Frequent reflection on such questions can help ensure that a CRO doesn’t wait too long to shift among archetypes when a change is needed. “A truly successful CRO will likely evolve from one archetype to another over the course of their tenure,” said Mark Hughes, former CRO of the Royal Bank of Canada, “and will certainly need the ability to move deftly between archetypes, depending on the situation.”

Nigel Williams, former group CRO of Commonwealth Bank of Australia, made a shift from architect to business accelerator CRO. “I’d say that earlier in my career, it was about, ‘How do we fix data, and how do we solve problems around risk issues like data accuracy and consistency?’” he said. “Today, it’s about, ‘How do we get real value out of the data assets that we have?’” Evolving technological capabilities catalyzed a shift in Williams’s focus from an emphasis on tactically solving data-related risk issues to leveraging data for the business’s benefit.

After he overcame some challenges at his organization, Shaun Dooley, group CRO of National Australia Bank, found that calmer circumstances allowed him to shift his perspective from protector to architect CRO, focusing more on long-term planning. “I moved toward thinking, ‘What’s the future risk profile?’ I pushed myself into the future a lot more, doing a lot of studying.”

Each CRO archetype embodies a specific operating model that allocates time across various areas and stakeholders based on objectives and mindsets.
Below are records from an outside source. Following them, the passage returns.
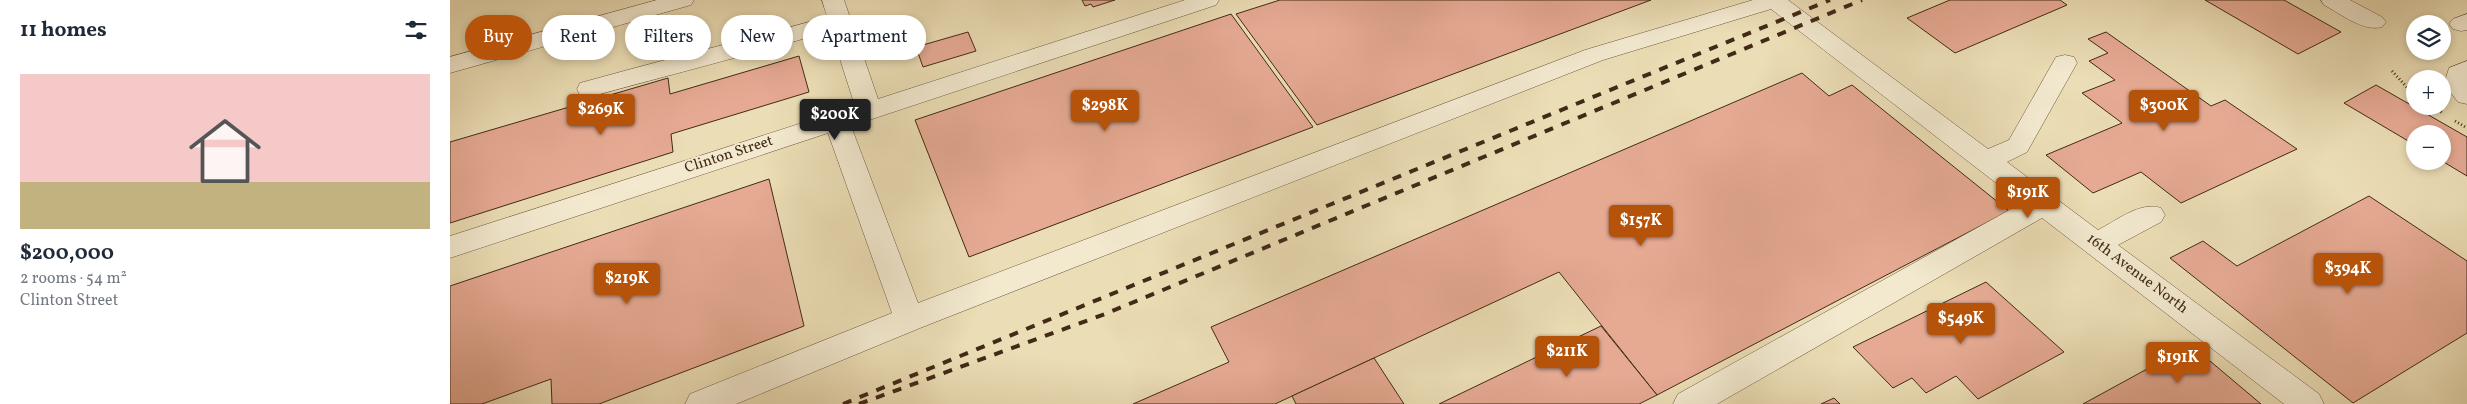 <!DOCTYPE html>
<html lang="en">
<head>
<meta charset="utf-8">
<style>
  body { margin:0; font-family:Vollkorn,serif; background:#f2f2f3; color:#1f2937; height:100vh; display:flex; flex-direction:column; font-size:19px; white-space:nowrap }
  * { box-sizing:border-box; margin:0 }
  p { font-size:16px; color:#747a83 }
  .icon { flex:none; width:28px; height:28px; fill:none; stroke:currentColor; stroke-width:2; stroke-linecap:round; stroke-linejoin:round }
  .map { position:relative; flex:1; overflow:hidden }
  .details { display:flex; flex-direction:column; background:#fff; width:450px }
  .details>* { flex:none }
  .hud { position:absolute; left:15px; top:15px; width:475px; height:45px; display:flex; gap:10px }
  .buttons { position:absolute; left:1956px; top:15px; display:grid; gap:10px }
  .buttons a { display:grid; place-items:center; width:45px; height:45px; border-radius:50%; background:#fff; box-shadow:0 2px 8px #0003; font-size:25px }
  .price { position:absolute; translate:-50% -42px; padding:0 11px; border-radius:5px; background:#b45309; color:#fff; font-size:16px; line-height:32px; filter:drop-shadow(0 1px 2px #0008) }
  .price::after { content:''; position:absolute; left:50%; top:30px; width:15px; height:11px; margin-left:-8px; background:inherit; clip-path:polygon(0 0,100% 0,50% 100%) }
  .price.on { background:#222; color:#fff }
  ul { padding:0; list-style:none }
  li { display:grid; align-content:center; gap:10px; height:265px; padding:0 20px }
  li span { display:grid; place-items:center; height:155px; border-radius:0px; color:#555 }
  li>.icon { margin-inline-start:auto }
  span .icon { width:90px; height:90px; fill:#fffc; stroke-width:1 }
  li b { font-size:21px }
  h2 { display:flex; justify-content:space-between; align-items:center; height:60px; padding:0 20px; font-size:21px }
  .tag { padding:0 18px; border-radius:22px; background:#fff; box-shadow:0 2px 8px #0003; font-size:18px; line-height:45px }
  .tag.on { background:#b45309; color:#fff }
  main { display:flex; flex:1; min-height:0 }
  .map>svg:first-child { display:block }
</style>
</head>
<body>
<main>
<section class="details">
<h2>11 homes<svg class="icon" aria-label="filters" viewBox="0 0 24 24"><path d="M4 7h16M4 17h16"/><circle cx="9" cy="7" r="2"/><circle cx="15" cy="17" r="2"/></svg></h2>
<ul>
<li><span style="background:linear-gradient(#f6c9c9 70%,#c2b280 0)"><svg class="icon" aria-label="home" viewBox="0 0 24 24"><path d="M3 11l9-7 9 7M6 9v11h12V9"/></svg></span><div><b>$200,000</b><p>2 rooms · 54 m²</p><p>Clinton Street</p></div></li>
</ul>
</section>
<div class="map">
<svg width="2017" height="404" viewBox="0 0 2017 404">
  <rect width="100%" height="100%" fill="#ebddb5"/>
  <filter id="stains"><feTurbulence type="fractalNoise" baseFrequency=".004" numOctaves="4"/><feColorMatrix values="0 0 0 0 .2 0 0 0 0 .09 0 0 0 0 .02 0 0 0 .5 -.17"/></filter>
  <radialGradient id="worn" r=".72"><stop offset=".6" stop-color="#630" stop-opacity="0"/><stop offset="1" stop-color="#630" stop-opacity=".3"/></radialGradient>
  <g fill="#e6aa93" stroke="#422a17">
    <path d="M632,0H665L643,7L641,4L635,6Z"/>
    <path d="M830,0H1201L867,125L786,14Z"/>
    <path d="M1500,0H1610L1617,5L1505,53L1457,18Z"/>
    <path d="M1755,0H1834L1891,32L1848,54Z"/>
    <path d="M781,14L863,127L519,257L465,120Z"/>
    <path d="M518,32L526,51L473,67L466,47Z"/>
    <path d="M1656,32L1761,106L1775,100L1847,149L1731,203L1691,172L1643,193L1596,155L1672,123L1632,93L1665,80L1639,61L1658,53L1638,39Z"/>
    <path d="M349,56L359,92L221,134L223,152L0,223V142L218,78L220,94Z"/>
    <path d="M1352,73L1379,96L1402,85L1559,211L1207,395L1109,272L825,404H683L779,362L761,327Z"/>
    <path d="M1926,85L2017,137V176L1992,161V134H1965V145L1894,103Z"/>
    <path d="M319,179L354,326L149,404H102L101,379L32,404H0V286Z"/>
    <path d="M1919,196L2017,261V333L1903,403L1720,258L1753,241L1787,266Z"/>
    <path d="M1536,282L1614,352L1528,399L1506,376L1476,393L1462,378L1443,388L1403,347Z"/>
    <path d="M1151,326L1207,395L1189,404H989Z"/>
    <path d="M1741,345L1811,404H1633Z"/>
    <path d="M924,358L954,404H846L842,396Z"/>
    <path d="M1384,398L1390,404H1371Z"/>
  </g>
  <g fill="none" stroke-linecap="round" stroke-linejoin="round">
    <g stroke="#6c573e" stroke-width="1">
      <g id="minor">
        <path d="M207,0H244L241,5L0,73V57Z"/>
        <path d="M372,0H394L428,99L735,0H769L766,5L401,126L468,303L1135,50L1303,0H1338L1538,149L1559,140L1606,57L1615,55L1624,57L1627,63L1577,152L1557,162L1648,230C1666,221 1690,201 1711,208L1715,215L1711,222L1668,245L1869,394L1874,404H1834L1592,218L1267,404H1223L1228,394L1572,203L1321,9L1153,60L470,328L286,404H235L240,394L442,313L378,133L0,258V236L405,106L381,31C301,54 220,75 139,97L130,95L127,89L130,83C212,60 295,40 377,17Z"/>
        <path d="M1871,0H1900L1932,17L1936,22L1932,27C1913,32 1891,14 1874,5Z"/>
        <path d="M2017,14V30L2011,31L2003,29L1999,24L2003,19Z"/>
        <path d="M2017,61V104L2008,102L1994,84L1999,68Z"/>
      </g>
    </g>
    <g stroke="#422a17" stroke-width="3" stroke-dasharray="1 2.5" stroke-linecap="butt">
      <path d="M1942,71L1965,96"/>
      <path d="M1982,106L1993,113"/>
      <path d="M2005,121L2017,128"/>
    </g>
    <use href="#minor" fill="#f2e9cf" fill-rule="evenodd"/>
    <g stroke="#422a17" stroke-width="4" stroke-dasharray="9 9" stroke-linecap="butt">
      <path d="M393,404L1380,0"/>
      <path d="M409,404L655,314L1412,0"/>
    </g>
  </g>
  <g text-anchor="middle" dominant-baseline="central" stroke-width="4" stroke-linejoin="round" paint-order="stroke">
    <g font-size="15" fill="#422a17" stroke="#f2e9cf">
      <text transform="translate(279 155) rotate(-18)">Clinton Street</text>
      <text transform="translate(1687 274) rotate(37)">16th Avenue North</text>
    </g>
  </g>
  <rect width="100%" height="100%" filter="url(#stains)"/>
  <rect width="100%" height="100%" fill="url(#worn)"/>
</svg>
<div class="buttons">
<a><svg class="icon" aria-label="layers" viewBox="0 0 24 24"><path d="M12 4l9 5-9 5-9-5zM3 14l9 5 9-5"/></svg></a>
<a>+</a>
<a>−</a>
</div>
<b class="price" style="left:655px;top:132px">$298K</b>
<b class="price" style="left:1714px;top:132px">$300K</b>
<b class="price" style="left:151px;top:136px">$269K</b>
<b class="price on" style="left:385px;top:141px">$200K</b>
<b class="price" style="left:1578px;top:219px">$191K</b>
<b class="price" style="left:1191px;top:247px">$157K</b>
<b class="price" style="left:1898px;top:295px">$394K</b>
<b class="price" style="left:177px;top:305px">$219K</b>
<b class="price" style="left:1511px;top:345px">$549K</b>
<b class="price" style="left:1117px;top:378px">$211K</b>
<b class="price" style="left:1728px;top:384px">$191K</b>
<div class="hud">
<a class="tag on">Buy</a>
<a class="tag">Rent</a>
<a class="tag">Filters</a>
<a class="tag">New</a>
<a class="tag">Apartment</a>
</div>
</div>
</main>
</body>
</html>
External events and internal strategic changes can require CROs to shift from one archetype to another. Effective CROs use their networks to keep a pulse on the magnitude and velocity of changes, allowing them to act quickly when circumstances warrant. The best CROs are versatile and well-rounded leaders who are self-aware about their go-to archetype’s benefits and limitations and who exhibit the ability to seamlessly shift operating models among all three archetypes when needed.